Unlike MOP, SOP is not a naturally occurring mineral and must be produced by chemical methods. The following paragraphs outline these production methods in more detail and the table below summarizes the primary and secondary sources of SOP including percentage of world capacity, process inputs, products produced, and cost per long ton of production.
| Process Method | World Capacity | Process Inputs | Products | Cost Per LT |
| Mannheim | 60% |
|
|
$560 |
| MOP and Kieserite | 25% |
|
|
$530 |
| Salt Lakes | 15% |
|
|
$225 |
| Polyhalite | - |
|
|
$162 |
The most common method of producing potassium sulphate is the Mannheim Process, which is the reaction of potassium chloride with sulphuric acid at high temperatures. The raw materials are poured into the centre of a muffle furnace heated to above 600ºC. Potassium sulphate is produced along with hydrochloric acid in a two-step reaction via potassium bisulphate. This method for creating SOP accounts for 50% to 60% of global supply. The Mannheim Process is also the most expensive of the processing techniques due to the high input costs associated with purchasing MOP and sulphuric acid. This means that the final product costs about $500 per ton.
Potassium chloride can be reacted with various sulphate salts to form a double salt that can be decomposed to yield potassium sulphate. The most common raw material employed for this purpose is sodium sulphate. Sodium sulphate, either in the form of mirabilite (also known as Glauber's Salt) or sulphate brine, is treated with brine saturated with MOP to produce glaserite. The glaserite is separated and treated with fresh MOP brine, decomposing into potassium sulphate and sodium chloride. These methods of production are the second greatest source of global supply at 25% to 30%. The cost of these processes are approximately $350 per ton or higher.
Some operations produce SOP from the salt mixtures harvested from natural brines. Three companies produce potassium sulphate in such a way on a large scale: GSL Minerals (Great Salt Lake, Utah), SQM (Salar de Atacama, northern Chile) and Luobupo Potash (Lop Nur, north-west China). This method requires brines with high sulphate levels such as those found within these salt lakes. The sulphate is typically present in the harvest salts in the form of the double salt kainite, which is converted to Schoenite by leaching with sulphate brine. The leach process is hampered by high sodium chloride content in the harvest salts and the halite is first removed by flotation. After thickening, the Schoenite is decomposed by simply adding hot water, whereupon the magnesium sulphate enters solution leaving SOP crystals.
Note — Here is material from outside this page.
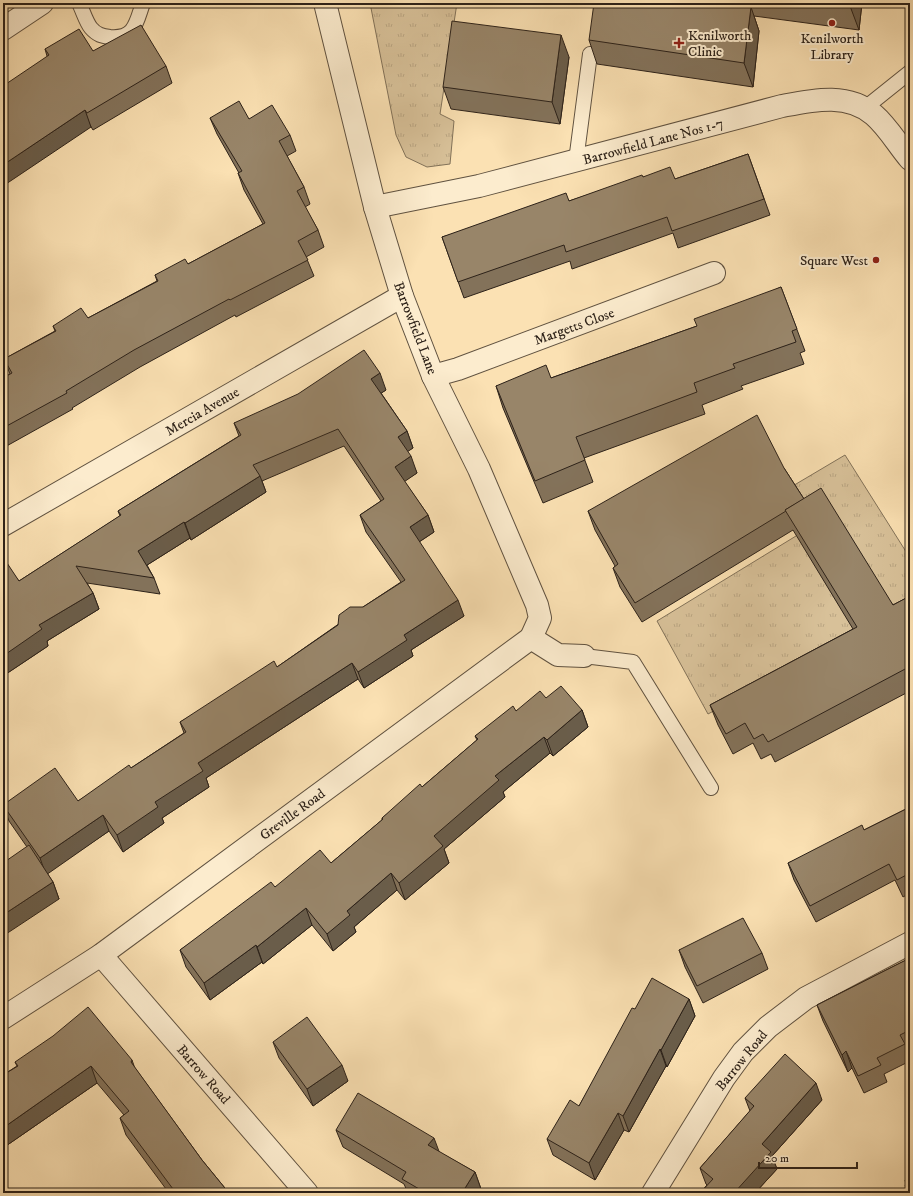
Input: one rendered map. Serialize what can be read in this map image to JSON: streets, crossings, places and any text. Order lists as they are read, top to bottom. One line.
{"streets":{"street":["Barrowfield Lane Nos 1-7","Margetts Close","Barrowfield Lane","Mercia Avenue","Greville Road","Barrow Road"]},"crossings":[["Barrowfield Lane Nos 1-7","Barrowfield Lane"],["Margetts Close","Barrowfield Lane"],["Barrowfield Lane","Mercia Avenue"],["Barrowfield Lane","Greville Road"],["Greville Road","Barrow Road"]],"places":{"other":["Kenilworth Library","Square West"],"health":["Kenilworth Clinic"]},"scale_bar":"20 m"}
This process is currently the lowest cost method to make SOP. As lakes with sufficient brine mineral levels are rare, this method only accounts for 15% to 20% of global supply and costs approximately $200 per ton.
The IC Potash processes to convert polyhalite into SOP will use unit operations common to the industrial minerals industry. Processing polyhalite to produce SOP and SOPM involves 7 main steps: primary crushing of the ore, wet grinding and halite salt removal, calcination, leaching, evaporative crystallization of SOP, evaporative crystallization of SOPM, drying, and granulation of the products. This method is expected to have an operating cost of approximately $162 per long tonne or $147 per short ton.